### Work request:
Only these lines, please: the first one of the records through the one containing "function fill(path, color)", retyped exactly, both ends included and pictures omitted.

### Exercise data:
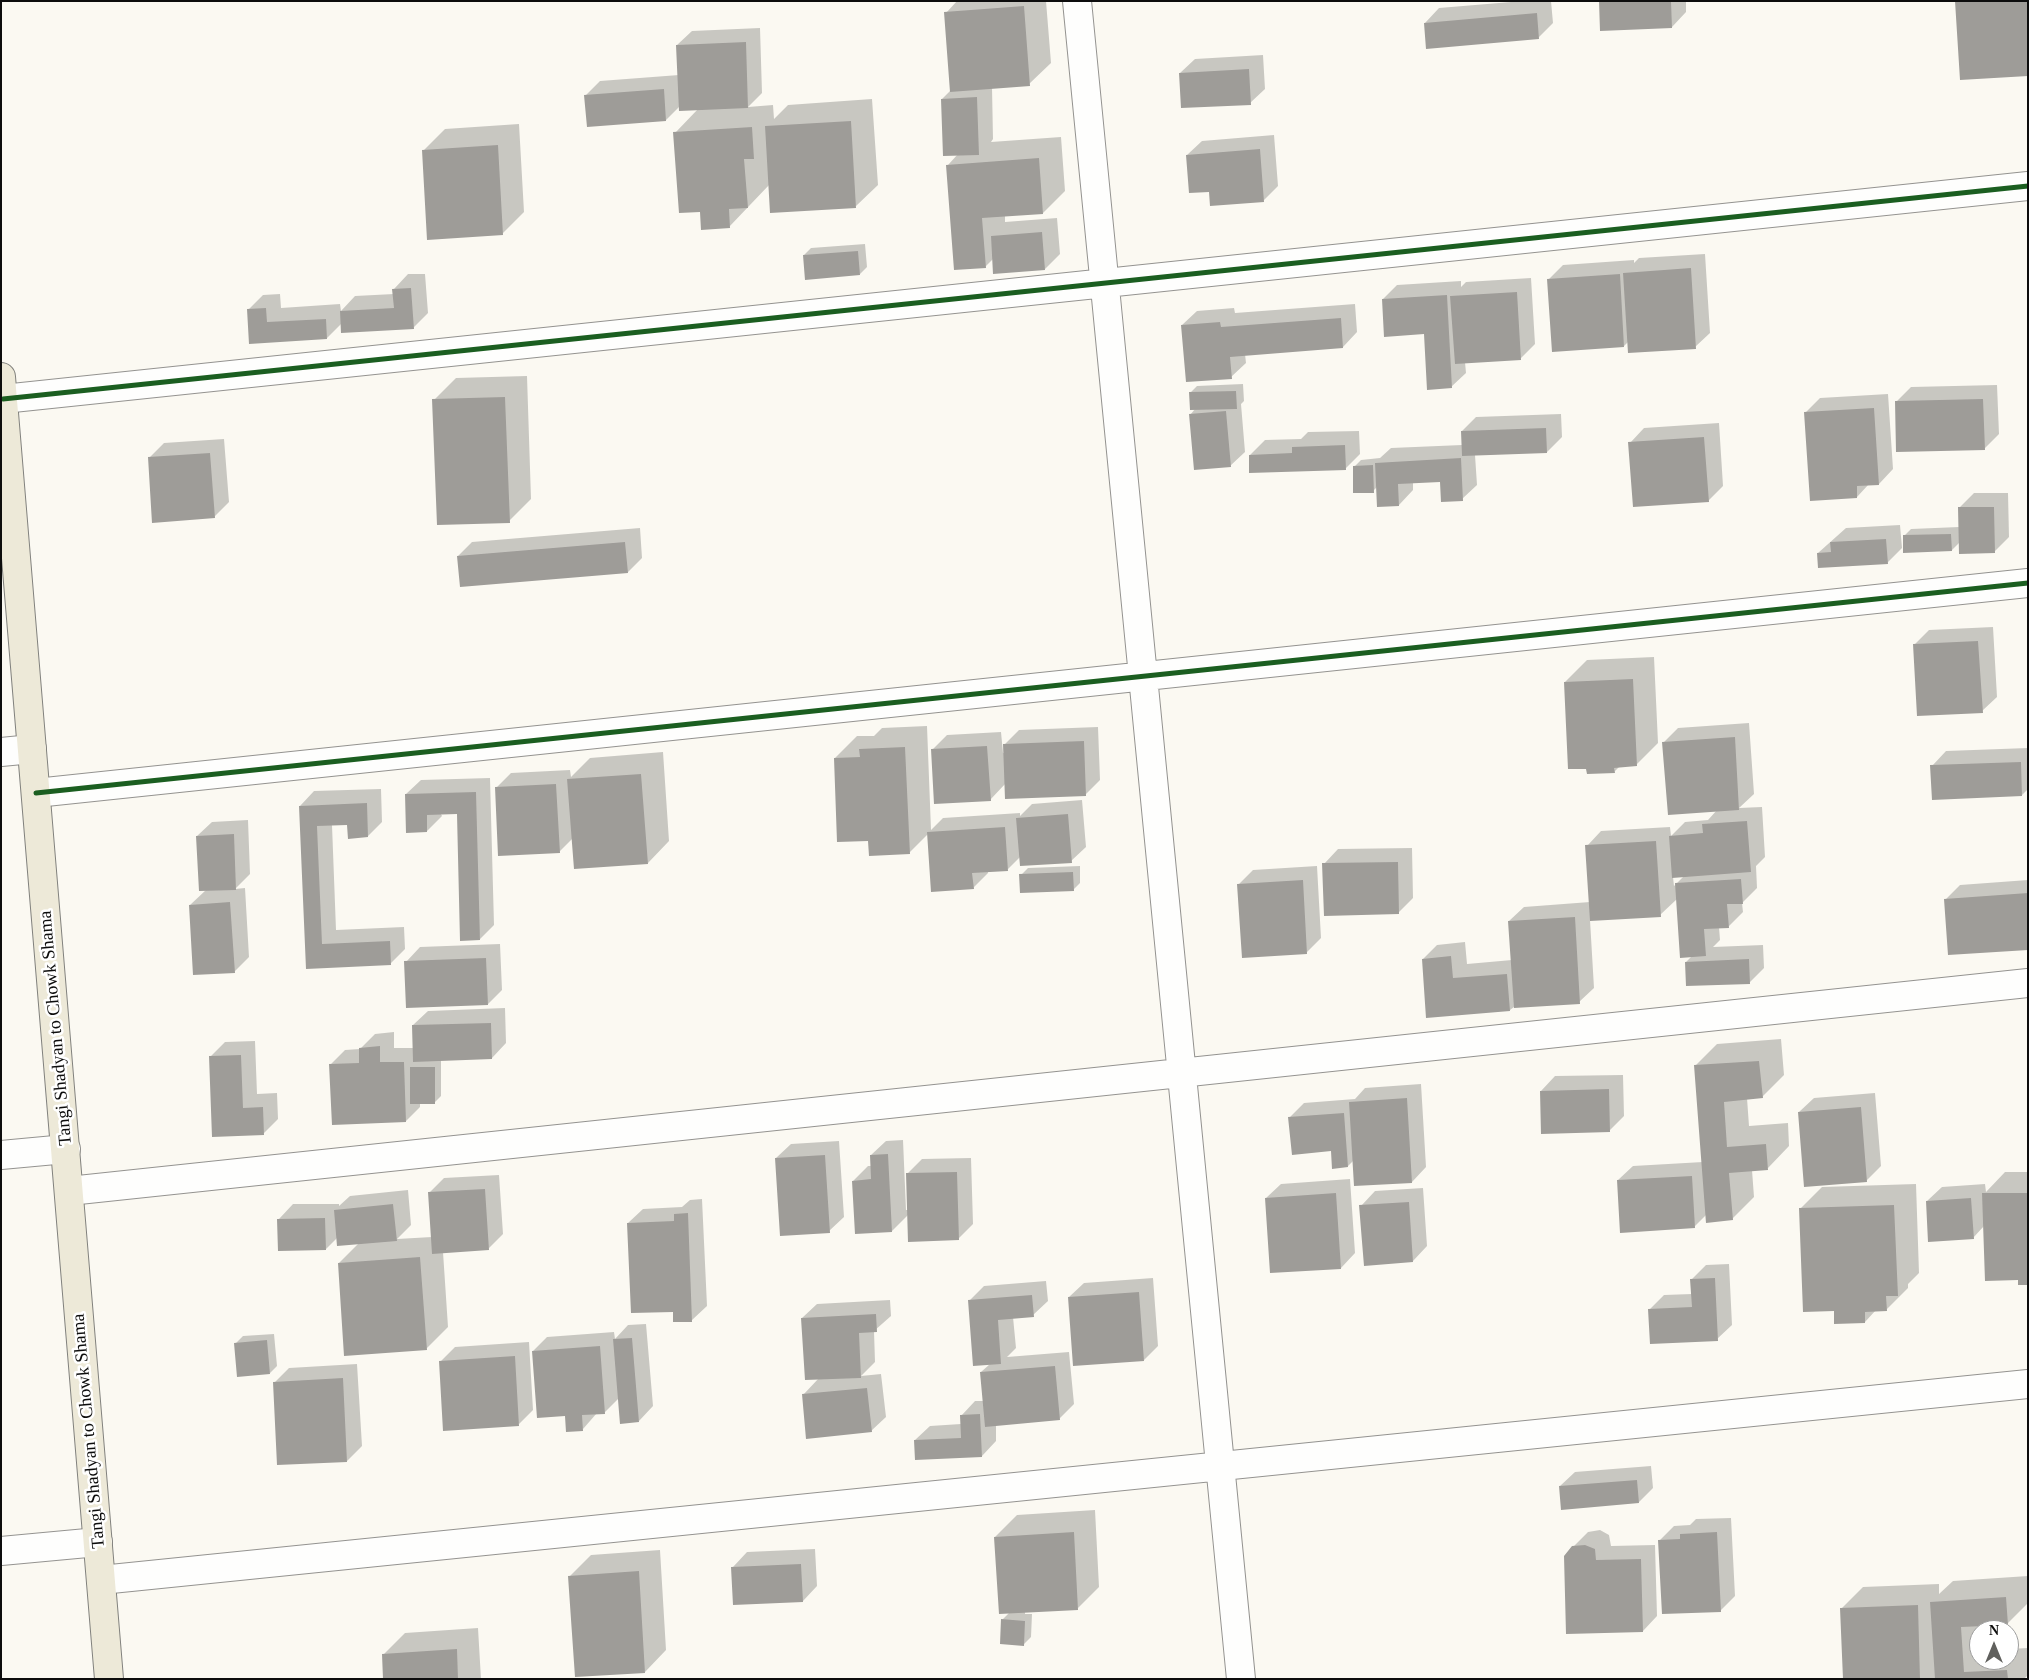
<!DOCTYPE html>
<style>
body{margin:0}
#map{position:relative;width:2029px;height:1680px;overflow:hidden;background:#fbf9f2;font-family:Georgia,serif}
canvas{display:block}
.frame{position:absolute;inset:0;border:2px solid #0d0d0d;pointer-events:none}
.north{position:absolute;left:1969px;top:1620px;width:50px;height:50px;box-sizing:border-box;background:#fff;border:1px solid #9e9e9e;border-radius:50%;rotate:0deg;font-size:14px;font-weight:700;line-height:20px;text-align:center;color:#0d0d0d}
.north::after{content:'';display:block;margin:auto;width:18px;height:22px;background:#60605d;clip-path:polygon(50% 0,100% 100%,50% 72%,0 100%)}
</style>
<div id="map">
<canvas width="2029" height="1680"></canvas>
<div class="frame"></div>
<div class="north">N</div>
</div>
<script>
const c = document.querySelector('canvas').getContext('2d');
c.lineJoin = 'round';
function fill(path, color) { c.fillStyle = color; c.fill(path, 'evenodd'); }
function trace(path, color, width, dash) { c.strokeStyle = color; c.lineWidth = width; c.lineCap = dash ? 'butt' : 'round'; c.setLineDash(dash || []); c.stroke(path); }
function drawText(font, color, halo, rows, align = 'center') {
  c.font = font + ' Georgia,serif'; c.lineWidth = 5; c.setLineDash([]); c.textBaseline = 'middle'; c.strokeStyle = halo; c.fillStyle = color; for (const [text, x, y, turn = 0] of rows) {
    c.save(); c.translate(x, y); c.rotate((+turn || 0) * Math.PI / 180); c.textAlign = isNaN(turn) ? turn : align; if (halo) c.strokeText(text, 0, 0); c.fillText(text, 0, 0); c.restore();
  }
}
const shadow = new Path2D(`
 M957 1H1046L1051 63 1029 84 992 87 993 139 991 142 1061 137 1065 191 1043 213 1005 215V222L1057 218 1060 254 1045 269 993 259 985 267 948 165 958 154 942 99 951 90 946 13Z
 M1523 1H1551L1553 23 1538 38 1425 23 1439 8Z
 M1600 1H1686V12L1672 27Z
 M760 28 762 93 748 107 773 105 774 119 788 105 872 99 878 185 856 206 770 184 729 227 701 211 675 133 698 109 680 106 666 120 586 95 600 81 679 75 677 45 692 31Z
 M1263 55 1265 89 1250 103 1180 73 1195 59Z
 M519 124 524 212 502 234 423 151 445 129Z
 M1274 135 1278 186 1263 201 1187 155 1202 141Z
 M865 244 867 267 860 274 804 255 811 248Z
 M1705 254 1710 333 1695 347 1629 341 1624 346 1549 279 1563 265 1634 260V263L1639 258Z
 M408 274H425L428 313 413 328 342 323 327 338 250 342 249 309 263 295 280 294 281 308 340 304 341 311 355 296 394 294V289Z
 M1531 278 1535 344 1521 358 1465 362 1466 373 1451 387 1425 333 1383 299 1397 285 1461 281V287L1466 282Z
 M1355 304 1357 332 1343 347 1245 354 1246 363 1231 377 1182 325 1197 311 1234 308 1235 313Z
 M527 376 531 499 509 521 434 400 456 378Z
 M1243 384 1244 401 1241 404 1245 452 1230 466 1190 415 1195 409 1190 393 1197 386Z
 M1997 385 1999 434 1984 449 1896 402 1911 387Z
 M1888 394 1893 469 1879 484H1869L1857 497 1805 413 1820 398Z
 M1561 414 1562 437 1547 452 1475 455 1477 485 1462 499 1442 480 1413 482V490L1399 505 1377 487 1373 491 1354 467 1361 460 1380 458 1391 448 1462 445V431L1476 417Z
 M1719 423 1723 486 1708 501 1630 443 1644 428Z
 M1359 431 1360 454 1345 469 1250 455 1265 440 1301 439 1308 432Z
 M224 439 229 502 214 517 149 458 164 443Z
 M1974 493H2008L2009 537 1995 551 1960 542 1952 550 1904 536 1911 529 1959 527V508Z
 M1900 525 1902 548 1887 563 1818 553 1846 528Z
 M640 528 642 558 628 572 458 556 472 542Z
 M1993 627 1997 697 1982 711 1914 645 1929 630Z
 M1654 657 1658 743 1636 765 1620 766 1614 772 1565 682 1587 660Z
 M1749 723 1754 794 1739 808 1762 807 1765 857 1756 866 1757 888 1742 903 1743 912 1728 927H1719L1720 940 1713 947 1763 945 1764 968 1749 983 1686 962 1693 955 1677 899 1660 915 1590 920 1594 988 1579 1002 1514 1007 1510 1010 1427 1016 1423 959 1437 945 1465 942 1467 964 1512 960 1509 921 1524 907 1590 902 1587 846 1601 831 1670 827 1671 836 1685 822 1708 820 1717 810 1664 742 1678 728ZM1684 876 1674 886 1673 877Z
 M927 726 931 830 943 818 1020 813V816L1032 804 1082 800 1086 847 1071 861 1020 857 1008 869 988 871V873L973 888 929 833 909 853 869 839 835 758 857 736H874L882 728Z
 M1098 727 1100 780 1085 795 1006 783 990 800 932 750 947 735 1001 732 1003 753H1005V744L1019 730Z
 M2028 748V789L2022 795 1932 766 1946 751Z
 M663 752 669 841 648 863 573 838 559 852 496 788 511 773 570 770 571 777 590 758Z
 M490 778 494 925 480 939 458 813 441 814 442 816 427 831 406 794 421 780Z
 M381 789 382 822 368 836 349 824 332 825 336 930 404 927 405 949 390 964 308 967 300 806 314 791Z
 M248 820 250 874 235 889 245 888 249 957 234 972 190 905 206 890 197 836 212 822Z
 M1412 848 1413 898 1398 913 1324 864 1338 849Z
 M1080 866V883L1073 890 1021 875 1028 868Z
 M1317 866 1321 938 1306 953 1238 885 1253 870Z
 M2028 880V948L1946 899 1960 885Z
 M500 944 502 990 488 1004 406 962 420 947Z
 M505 1008 506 1043 492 1058 441 1060V1096L434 1103H420V1107L406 1121 330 1065 345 1050 360 1049 375 1034 394 1032V1048H414L413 1025 428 1011Z
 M1781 1039 1784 1075 1762 1097 1747 1098 1749 1126 1788 1123 1789 1146 1768 1168 1752 1170 1754 1197 1732 1219 1707 1214 1694 1227 1618 1180 1633 1166 1703 1162 1695 1066 1717 1044Z
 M255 1041 257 1094 277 1093 278 1119 264 1133 213 1136 210 1057 225 1042Z
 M1623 1075 1624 1116 1610 1130 1541 1091 1555 1076Z
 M1421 1084 1426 1167 1412 1182 1354 1160 1348 1166 1333 1168 1332 1150 1290 1117 1304 1103 1355 1099 1365 1088Z
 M1875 1093 1881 1166 1866 1181 1799 1112 1814 1098Z
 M903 1140 906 1210H909L907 1174 922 1159 971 1158 973 1224 958 1239 909 1214 892 1231 853 1181 868 1166H872L871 1155 886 1141Z
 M839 1141 844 1217 829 1231 776 1158 791 1144Z
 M2005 1172H2028V1284L2019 1279 1984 1226 1973 1238 1927 1201 1942 1187 1985 1184 1986 1192Z
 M499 1175 503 1234 488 1249 443 1252 448 1327 426 1349 339 1263 360 1242 338 1237 326 1249 279 1219 293 1204H339V1206L350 1196 408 1190 411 1225 397 1239 432 1237 429 1193 444 1178Z
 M1350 1179 1355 1253 1341 1268 1266 1198 1281 1184Z
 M1916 1184 1919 1273 1908 1284V1288L1886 1310H1876L1865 1322 1835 1310 1800 1209 1822 1187Z
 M1423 1188 1427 1246 1413 1261 1361 1206 1375 1191Z
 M702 1199 707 1306 692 1320 674 1321V1310L628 1223 643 1209 682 1207 690 1200Z
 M1729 1264 1732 1325 1717 1339 1649 1310 1664 1295 1692 1294 1691 1280 1706 1265Z
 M1153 1278 1158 1346 1144 1360 1069 1297 1084 1283Z
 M1046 1281 1048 1301 1033 1315 1013 1317 1016 1348 1007 1357 1069 1352 1074 1404 1059 1419 996 1425V1441L982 1456 915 1440 930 1426 961 1424V1416L975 1401H984L981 1372 990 1364 969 1301 984 1286Z
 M890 1300 891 1316 874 1331 875 1362 861 1376 881 1374 886 1417 871 1431 803 1395 819 1378 802 1318 817 1304Z
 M646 1324 653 1406 639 1421 619 1398 604 1413H597L583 1429 566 1415 533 1351 547 1337 614 1332 615 1339 628 1325Z
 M274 1334 277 1366 270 1373 236 1343 243 1336Z
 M529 1342 533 1410 519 1424 440 1362 455 1347Z
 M357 1364 362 1446 347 1461 274 1383 289 1368Z
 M1651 1466 1653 1488 1639 1502 1560 1486 1575 1472Z
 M1095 1510 1099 1587 1077 1609 1025 1612V1614H1032L1031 1637 1024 1644 1002 1620 1009 1613 995 1537 1017 1515Z
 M1731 1518 1735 1596 1720 1611 1660 1540 1674 1526 1690 1525 1696 1519Z
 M1600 1530 1609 1535 1611 1546 1655 1545 1657 1616 1643 1631 1573 1547 1588 1532Z
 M815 1549 817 1586 803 1601 733 1567 747 1552Z
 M660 1550 666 1650 645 1672 569 1577 591 1555Z
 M2028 1576V1603L2007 1624 1983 1625 1984 1630H1979V1660H2009V1649L2028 1648V1675L2024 1679H1844L1841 1609 1863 1587 1939 1584V1594L1953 1581Z
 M478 1628 481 1679H384L383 1655 405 1633Z`);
const building = new Path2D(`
 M1599 1H1671L1672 28 1600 31Z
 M1955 1H2028V76L1960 80Z
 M1024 6 1030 86 950 92 944 12Z
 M1537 13 1539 39 1426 49 1424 23Z
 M746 42 748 108 679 111 676 45Z
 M1249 69 1251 105 1181 108 1179 73Z
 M664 89 666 121 587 127 584 95Z
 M977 97 979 155 943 156 941 99Z
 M851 121 856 208 770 213 765 126Z
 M752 127 754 159H744L748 208 729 209 730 228 701 230 700 212 679 213 673 132Z
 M498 145 503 235 427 240 422 150Z
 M1260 149 1264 202 1210 206 1209 192 1189 193 1186 155Z
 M1039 158 1043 214 982 218 986 268 954 270 946 165Z
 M1042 232 1045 270 993 274 991 236Z
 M858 251 860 275 805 280 803 255Z
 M1691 268 1696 349 1628 353 1623 273Z
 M1620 274 1624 347 1552 352 1547 279Z
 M411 288 414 329 341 333 340 311 394 308 392 289Z
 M1517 292 1521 360 1455 364 1450 296Z
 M1447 295 1452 388 1427 390 1424 334 1384 337 1382 299Z
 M266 308 267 322 326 319 327 339 249 344 247 309Z
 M1341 318 1343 348 1230 357 1232 379 1186 382 1181 325 1220 322 1221 327Z
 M1236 391 1237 409 1190 410 1189 392Z
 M505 397 510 523 437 525 432 399Z
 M1983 399 1985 450 1896 452 1895 401Z
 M1874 408 1879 485 1857 486V498L1810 501 1804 412Z
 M1226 411 1231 467 1194 470 1189 414Z
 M1546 428 1547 453 1462 456 1461 431Z
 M1704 437 1709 502 1633 507 1628 442Z
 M1345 445 1346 470 1249 473V455L1292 453V447Z
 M210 453 215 518 152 523 148 457Z
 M1461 458 1463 501 1441 502 1440 482 1398 484 1399 506 1377 507 1375 463Z
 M1373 465 1374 493H1353V466Z
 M1958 507H1994L1995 553 1959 554Z
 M1951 534 1952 551 1903 553V535Z
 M1886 539 1888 564 1818 568 1817 553 1831 552 1830 542Z
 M625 542 628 573 460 587 457 556Z
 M1978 641 1983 713 1917 716 1913 644Z
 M1633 679 1637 766 1614 768 1615 773 1587 774 1586 769H1568L1564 682Z
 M1735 737 1739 810 1668 815 1662 742Z
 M1084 741 1086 796 1005 799 1003 744Z
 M987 746 991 801 934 804 931 749Z
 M905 747 910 854 869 856 868 841 837 842 834 758 860 757 859 749Z
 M2021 762 2022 796 1932 800 1930 765Z
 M641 774 648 864 574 869 567 779Z
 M556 784 560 853 498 856 495 787Z
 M476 792 480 940 460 941 457 814 427 815V832L406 833 405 794Z
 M367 803 368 837 348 839 347 825 317 826 322 944 390 941 391 965 306 969 299 806Z
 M1068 814 1072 863 1020 866 1016 818Z
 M1747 821 1751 872 1672 878 1669 836 1703 833 1702 824Z
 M1005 827 1008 871 972 873 974 889 931 892 927 832Z
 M234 834 236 890 199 891 196 836Z
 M1656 841 1661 917 1590 921 1585 845Z
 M1398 862 1399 914 1324 916 1322 863Z
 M1073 872 1074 891 1020 893 1019 874Z
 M1741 879 1743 904H1727L1729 928 1704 929 1706 956 1680 958 1675 883Z
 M1303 880 1307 954 1242 958 1237 884Z
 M2028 893V950L1948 955 1944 899Z
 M230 902 235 973 193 975 189 905Z
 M1575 917 1580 1004 1514 1008 1508 921Z
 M1451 956 1453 978 1507 974 1510 1011 1426 1018 1422 959Z
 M486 958 488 1005 406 1008 404 961Z
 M1749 959 1750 984 1686 986 1685 962Z
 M491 1023 492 1059 413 1062 412 1025Z
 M380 1046V1062H404L406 1122 332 1125 329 1064 359 1063V1048Z
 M241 1055 243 1108 263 1107 264 1135 212 1137 209 1056Z
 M1759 1061 1763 1098 1724 1102 1727 1147 1766 1144 1768 1170 1729 1173 1733 1220 1706 1223 1694 1065Z
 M410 1067H435V1104H410Z
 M1609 1089 1610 1132 1541 1134 1540 1091Z
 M1407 1098 1412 1183 1354 1186 1349 1102Z
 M1861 1107 1867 1182 1804 1187 1798 1112Z
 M1344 1113 1348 1167 1332 1169 1331 1151 1292 1155 1288 1117Z
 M888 1154 892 1232 855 1234 852 1181 871 1179 870 1155Z
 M825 1155 830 1233 780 1236 775 1158Z
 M957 1172 959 1240 908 1242 906 1173Z
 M1692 1176 1695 1228 1620 1233 1617 1180Z
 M485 1189 489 1250 432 1254 428 1192Z
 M1336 1193 1341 1269 1270 1273 1265 1198Z
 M1982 1193H2028V1285H2018V1280L1985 1281Z
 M1971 1198 1974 1239 1928 1242 1926 1201Z
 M1409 1202 1413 1262 1364 1266 1359 1205Z
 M393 1204 397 1241 337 1246 334 1210Z
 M1894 1205 1898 1296H1886L1887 1311 1865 1312V1323L1834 1324V1311L1803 1312 1799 1208Z
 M688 1213 692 1322H673V1312L631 1313 627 1223 674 1221V1214Z
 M325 1218 326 1250 278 1251 277 1219Z
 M420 1257 427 1350 344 1356 338 1263Z
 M1715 1278 1718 1341 1650 1344 1648 1309 1692 1307 1690 1279Z
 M1139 1292 1144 1361 1073 1366 1068 1297Z
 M1032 1295 1034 1317 998 1320 1001 1364 973 1366 968 1300Z
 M876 1314 877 1332 859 1333 861 1378 805 1380 801 1318Z
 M632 1338 639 1422 620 1424 613 1339Z
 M267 1340 270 1374 237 1377 234 1343Z
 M600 1346 605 1414 582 1415 583 1431 566 1432 565 1416 537 1418 532 1351Z
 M515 1356 519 1426 443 1431 439 1361Z
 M1055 1366 1060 1420 985 1427 980 1372Z
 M343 1378 347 1462 277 1465 273 1382Z
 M867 1388 872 1432 806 1439 802 1394Z
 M980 1414 982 1457 915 1460 914 1440 961 1438 960 1415Z
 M1637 1480 1639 1503 1561 1510 1559 1486Z
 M1074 1532 1078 1610 999 1614 994 1537Z
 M1717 1532 1721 1612 1662 1614 1658 1540 1680 1539V1534Z
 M1585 1545 1595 1549 1596 1560 1641 1559 1643 1632 1566 1634 1564 1556 1572 1546Z
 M801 1564 803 1602 733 1605 731 1567Z
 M639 1571 645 1673 575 1677 568 1576Z
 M2006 1597 2008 1625 1961 1627 1964 1672 2007 1670 2008 1679H1935L1930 1602Z
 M1918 1605 1920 1679H1843L1840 1608Z
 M1001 1619 1025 1621 1024 1646 1000 1644Z
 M457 1649 458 1679H383L382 1654Z`);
const minor = new Path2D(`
 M1077 1 1241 1679
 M3 399 2028 186
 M1 752 32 749
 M36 793 2028 583
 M1 1155 66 1149
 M69 1191 2028 983
 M1 1551 98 1542
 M101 1580 2028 1384`);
const primary = new Path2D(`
 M1 377 109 1679`);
const cycleway = new Path2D(`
 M3 399 2028 186
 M36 793 2028 583`);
const streetNames = [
 ["Tangi Shadyan to Chowk Shama",56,1028,-95],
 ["Tangi Shadyan to Chowk Shama",89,1431,-95]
];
fill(shadow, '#0003');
fill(building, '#9e9c98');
trace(minor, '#949390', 30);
trace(primary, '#81817d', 30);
trace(minor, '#fefefd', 28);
trace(primary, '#ede9d8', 28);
trace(cycleway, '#1b5e20', 5);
drawText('18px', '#0d0d0d', '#fff', streetNames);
</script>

### Solution to the problem:
<!DOCTYPE html>
<style>
body{margin:0}
#map{position:relative;width:2029px;height:1680px;overflow:hidden;background:#fbf9f2;font-family:Georgia,serif}
canvas{display:block}
.frame{position:absolute;inset:0;border:2px solid #0d0d0d;pointer-events:none}
.north{position:absolute;left:1969px;top:1620px;width:50px;height:50px;box-sizing:border-box;background:#fff;border:1px solid #9e9e9e;border-radius:50%;rotate:0deg;font-size:14px;font-weight:700;line-height:20px;text-align:center;color:#0d0d0d}
.north::after{content:'';display:block;margin:auto;width:18px;height:22px;background:#60605d;clip-path:polygon(50% 0,100% 100%,50% 72%,0 100%)}
</style>
<div id="map">
<canvas width="2029" height="1680"></canvas>
<div class="frame"></div>
<div class="north">N</div>
</div>
<script>
const c = document.querySelector('canvas').getContext('2d');
c.lineJoin = 'round';
function fill(path, color) { c.fillStyle = color; c.fill(path, 'evenodd'); }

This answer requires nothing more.